Yung's music is a space of duality: innocence and experience, beauty and pain, darkness and light. Frontman Mikkel Holm Silkjær embodies opposites, too: His music showcases both his maturity as a songwriter and his youth, as he relies on more than a decade of songwriting experience despite being only 21. Both of Silkjær's parents are musical; they put him behind a drum set at the age of 4 and introduced him to the local punk scene as a teen. Since then, he has become something of a leader in the Danish DIY scene, playing in gritty hardcore and punk bands and running a record label for like-minded local bands in his hometown of Aarhus, Denmark. Yung, however, is a more personal project for Silkjær, in which he steps away from the heaviness of earlier bands but manages to keeps his sense of urgency and angst.
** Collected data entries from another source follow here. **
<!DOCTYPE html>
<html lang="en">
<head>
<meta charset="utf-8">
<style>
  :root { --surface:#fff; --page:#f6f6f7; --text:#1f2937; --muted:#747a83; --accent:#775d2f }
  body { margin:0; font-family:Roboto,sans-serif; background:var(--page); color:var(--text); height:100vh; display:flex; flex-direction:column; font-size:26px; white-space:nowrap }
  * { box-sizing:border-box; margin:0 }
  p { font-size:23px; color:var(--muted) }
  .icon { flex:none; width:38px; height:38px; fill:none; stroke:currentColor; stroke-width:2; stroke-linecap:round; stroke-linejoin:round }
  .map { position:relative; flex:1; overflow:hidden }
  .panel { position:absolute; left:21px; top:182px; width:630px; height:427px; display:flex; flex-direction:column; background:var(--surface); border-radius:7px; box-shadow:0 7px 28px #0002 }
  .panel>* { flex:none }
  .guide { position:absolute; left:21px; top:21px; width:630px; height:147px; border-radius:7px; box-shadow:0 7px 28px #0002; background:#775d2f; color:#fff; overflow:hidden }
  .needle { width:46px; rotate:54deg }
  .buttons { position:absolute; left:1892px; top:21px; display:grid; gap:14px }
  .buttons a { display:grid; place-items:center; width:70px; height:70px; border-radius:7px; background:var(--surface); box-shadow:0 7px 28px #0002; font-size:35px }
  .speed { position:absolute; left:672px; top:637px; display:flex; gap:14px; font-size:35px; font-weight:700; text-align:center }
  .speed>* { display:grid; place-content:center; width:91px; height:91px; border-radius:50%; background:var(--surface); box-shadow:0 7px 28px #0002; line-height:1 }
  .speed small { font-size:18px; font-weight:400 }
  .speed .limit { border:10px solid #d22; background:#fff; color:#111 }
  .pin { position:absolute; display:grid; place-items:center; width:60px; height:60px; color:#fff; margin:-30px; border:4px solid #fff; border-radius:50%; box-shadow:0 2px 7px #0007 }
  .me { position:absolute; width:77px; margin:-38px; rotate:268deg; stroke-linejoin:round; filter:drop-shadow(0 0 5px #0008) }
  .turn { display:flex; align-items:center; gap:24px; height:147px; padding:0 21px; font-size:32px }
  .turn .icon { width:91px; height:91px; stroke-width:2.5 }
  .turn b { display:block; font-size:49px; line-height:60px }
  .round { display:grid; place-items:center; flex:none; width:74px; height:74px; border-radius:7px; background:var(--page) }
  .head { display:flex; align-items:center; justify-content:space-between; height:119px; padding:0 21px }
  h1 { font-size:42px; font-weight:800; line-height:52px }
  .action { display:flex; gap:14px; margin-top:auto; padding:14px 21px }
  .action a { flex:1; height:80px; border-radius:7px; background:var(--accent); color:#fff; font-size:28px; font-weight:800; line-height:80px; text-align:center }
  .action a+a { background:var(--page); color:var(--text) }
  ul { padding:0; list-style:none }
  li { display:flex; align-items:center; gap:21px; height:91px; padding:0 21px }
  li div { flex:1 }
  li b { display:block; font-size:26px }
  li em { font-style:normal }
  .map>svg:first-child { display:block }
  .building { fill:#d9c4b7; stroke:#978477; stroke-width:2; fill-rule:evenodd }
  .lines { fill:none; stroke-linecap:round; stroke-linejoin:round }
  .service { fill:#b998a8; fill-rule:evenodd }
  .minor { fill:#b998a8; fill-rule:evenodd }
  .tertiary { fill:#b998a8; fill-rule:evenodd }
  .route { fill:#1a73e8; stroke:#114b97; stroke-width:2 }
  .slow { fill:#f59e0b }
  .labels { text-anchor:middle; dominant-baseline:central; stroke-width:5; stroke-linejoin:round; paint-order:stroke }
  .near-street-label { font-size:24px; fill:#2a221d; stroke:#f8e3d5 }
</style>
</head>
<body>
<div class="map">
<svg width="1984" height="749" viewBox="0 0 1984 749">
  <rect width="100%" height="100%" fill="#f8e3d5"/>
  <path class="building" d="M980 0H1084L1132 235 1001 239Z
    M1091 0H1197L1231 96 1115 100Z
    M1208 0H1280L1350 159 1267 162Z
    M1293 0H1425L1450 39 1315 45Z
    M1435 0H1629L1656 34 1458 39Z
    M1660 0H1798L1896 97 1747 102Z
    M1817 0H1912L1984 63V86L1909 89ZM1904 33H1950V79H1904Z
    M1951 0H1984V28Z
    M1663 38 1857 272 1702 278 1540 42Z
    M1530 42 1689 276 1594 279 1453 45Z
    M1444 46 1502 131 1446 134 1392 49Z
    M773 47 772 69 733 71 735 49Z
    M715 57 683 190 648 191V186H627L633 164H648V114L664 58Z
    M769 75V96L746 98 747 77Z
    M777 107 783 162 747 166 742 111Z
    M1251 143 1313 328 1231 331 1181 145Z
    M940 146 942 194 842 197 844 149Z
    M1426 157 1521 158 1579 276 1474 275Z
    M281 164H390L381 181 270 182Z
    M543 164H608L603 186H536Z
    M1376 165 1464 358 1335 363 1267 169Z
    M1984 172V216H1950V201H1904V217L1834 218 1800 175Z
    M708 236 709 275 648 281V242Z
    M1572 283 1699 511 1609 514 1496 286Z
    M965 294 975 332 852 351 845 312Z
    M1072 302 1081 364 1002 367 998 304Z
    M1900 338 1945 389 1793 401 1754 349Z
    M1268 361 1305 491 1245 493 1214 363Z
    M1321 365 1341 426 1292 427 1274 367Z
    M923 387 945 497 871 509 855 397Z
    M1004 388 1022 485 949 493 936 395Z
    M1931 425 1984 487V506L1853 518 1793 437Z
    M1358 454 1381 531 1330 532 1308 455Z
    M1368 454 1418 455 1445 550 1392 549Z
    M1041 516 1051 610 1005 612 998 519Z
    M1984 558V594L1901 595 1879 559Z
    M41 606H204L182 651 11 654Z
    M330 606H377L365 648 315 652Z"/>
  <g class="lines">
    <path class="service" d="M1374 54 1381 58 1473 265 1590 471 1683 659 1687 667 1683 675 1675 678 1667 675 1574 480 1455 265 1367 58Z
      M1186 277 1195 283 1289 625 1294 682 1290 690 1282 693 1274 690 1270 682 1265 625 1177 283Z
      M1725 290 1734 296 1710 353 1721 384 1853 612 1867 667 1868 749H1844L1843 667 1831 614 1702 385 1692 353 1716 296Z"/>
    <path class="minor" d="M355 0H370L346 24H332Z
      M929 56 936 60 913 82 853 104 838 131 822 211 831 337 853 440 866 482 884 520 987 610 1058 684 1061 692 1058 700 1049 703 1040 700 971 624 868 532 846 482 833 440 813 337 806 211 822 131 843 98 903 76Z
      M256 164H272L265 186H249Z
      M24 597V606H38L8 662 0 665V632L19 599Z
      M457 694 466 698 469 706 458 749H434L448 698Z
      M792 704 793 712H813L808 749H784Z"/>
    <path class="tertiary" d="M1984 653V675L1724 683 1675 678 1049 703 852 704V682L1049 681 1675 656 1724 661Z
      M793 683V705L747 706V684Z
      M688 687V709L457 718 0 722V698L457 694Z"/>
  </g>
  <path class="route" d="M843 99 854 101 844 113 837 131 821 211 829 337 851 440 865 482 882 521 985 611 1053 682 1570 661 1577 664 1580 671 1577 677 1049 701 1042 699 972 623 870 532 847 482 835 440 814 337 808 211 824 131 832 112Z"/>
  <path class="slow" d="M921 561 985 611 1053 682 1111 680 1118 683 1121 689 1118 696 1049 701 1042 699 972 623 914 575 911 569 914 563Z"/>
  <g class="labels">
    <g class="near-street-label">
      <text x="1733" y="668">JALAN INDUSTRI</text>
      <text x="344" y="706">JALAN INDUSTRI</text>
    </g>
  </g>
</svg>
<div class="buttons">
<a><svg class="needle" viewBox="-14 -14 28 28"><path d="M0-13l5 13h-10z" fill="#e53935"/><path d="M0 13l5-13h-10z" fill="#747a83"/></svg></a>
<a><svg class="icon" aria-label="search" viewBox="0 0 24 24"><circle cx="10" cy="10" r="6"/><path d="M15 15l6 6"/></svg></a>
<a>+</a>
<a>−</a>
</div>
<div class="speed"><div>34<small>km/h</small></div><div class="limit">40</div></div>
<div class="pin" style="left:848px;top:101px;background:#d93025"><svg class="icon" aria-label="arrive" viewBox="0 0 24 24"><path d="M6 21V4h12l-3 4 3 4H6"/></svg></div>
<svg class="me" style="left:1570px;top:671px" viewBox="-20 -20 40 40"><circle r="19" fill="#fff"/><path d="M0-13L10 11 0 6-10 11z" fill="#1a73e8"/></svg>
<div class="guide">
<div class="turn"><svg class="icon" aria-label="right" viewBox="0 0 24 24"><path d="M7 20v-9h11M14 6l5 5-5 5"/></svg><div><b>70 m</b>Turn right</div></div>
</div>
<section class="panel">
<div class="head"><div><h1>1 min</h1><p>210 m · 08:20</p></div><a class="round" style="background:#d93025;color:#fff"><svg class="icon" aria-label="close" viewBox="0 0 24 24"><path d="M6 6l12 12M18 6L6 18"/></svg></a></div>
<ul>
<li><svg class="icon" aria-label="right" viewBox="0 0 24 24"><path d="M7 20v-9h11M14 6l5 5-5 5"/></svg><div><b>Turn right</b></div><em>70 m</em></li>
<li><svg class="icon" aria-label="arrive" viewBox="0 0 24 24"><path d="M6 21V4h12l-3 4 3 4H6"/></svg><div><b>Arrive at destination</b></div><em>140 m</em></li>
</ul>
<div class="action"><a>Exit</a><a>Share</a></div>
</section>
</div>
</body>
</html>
On A Youthful Dream — Yung's debut album, which comes out in June —Silkjær's knack for sonic exploration is on full display, combining his base in grungy guitars and driving rhythms with rich melodies, pianos and even horns. In "Uncombed Hair," Silkjær's lyrics are youthfully dramatic ("My uncertain moves are based on your pain / I can't change anything anyway") but his howling delivery can switch between apathy and angst at a moment's notice, in sharp contrast with the mellow ahhs floating in the background of the chorus. The first half of the song relies on fuzzy guitar riffs that mirror a playful vocal melody, catchy enough to get stuck in your head. But the song shows its darker edge as the chorus starts; the pace picks up and the drums become insistent as heavier, distorted power chords take over. The song sustains its momentum until the very end, occasionally ramping up its energy and teetering on the edge of losing control without ever quite falling off.
The process behind "Uncombed Hair" is another instance where opposites attract. Silkjær told NPR in an email that he wrote and recorded the song in the space of less than a day, which, he says, "is a big contrast to the more permanent themes that the song addresses," such as death and depression. Silkjær says a good friend was struggling with depression when he wrote the song, and his friend's struggle inevitably made its way into his music.
"So this one," he says, yet again invoking the contrasts that inform his music, "is dedicated to bad things and good people."
A Youthful Dream comes out June 10 on Fat Possum Records.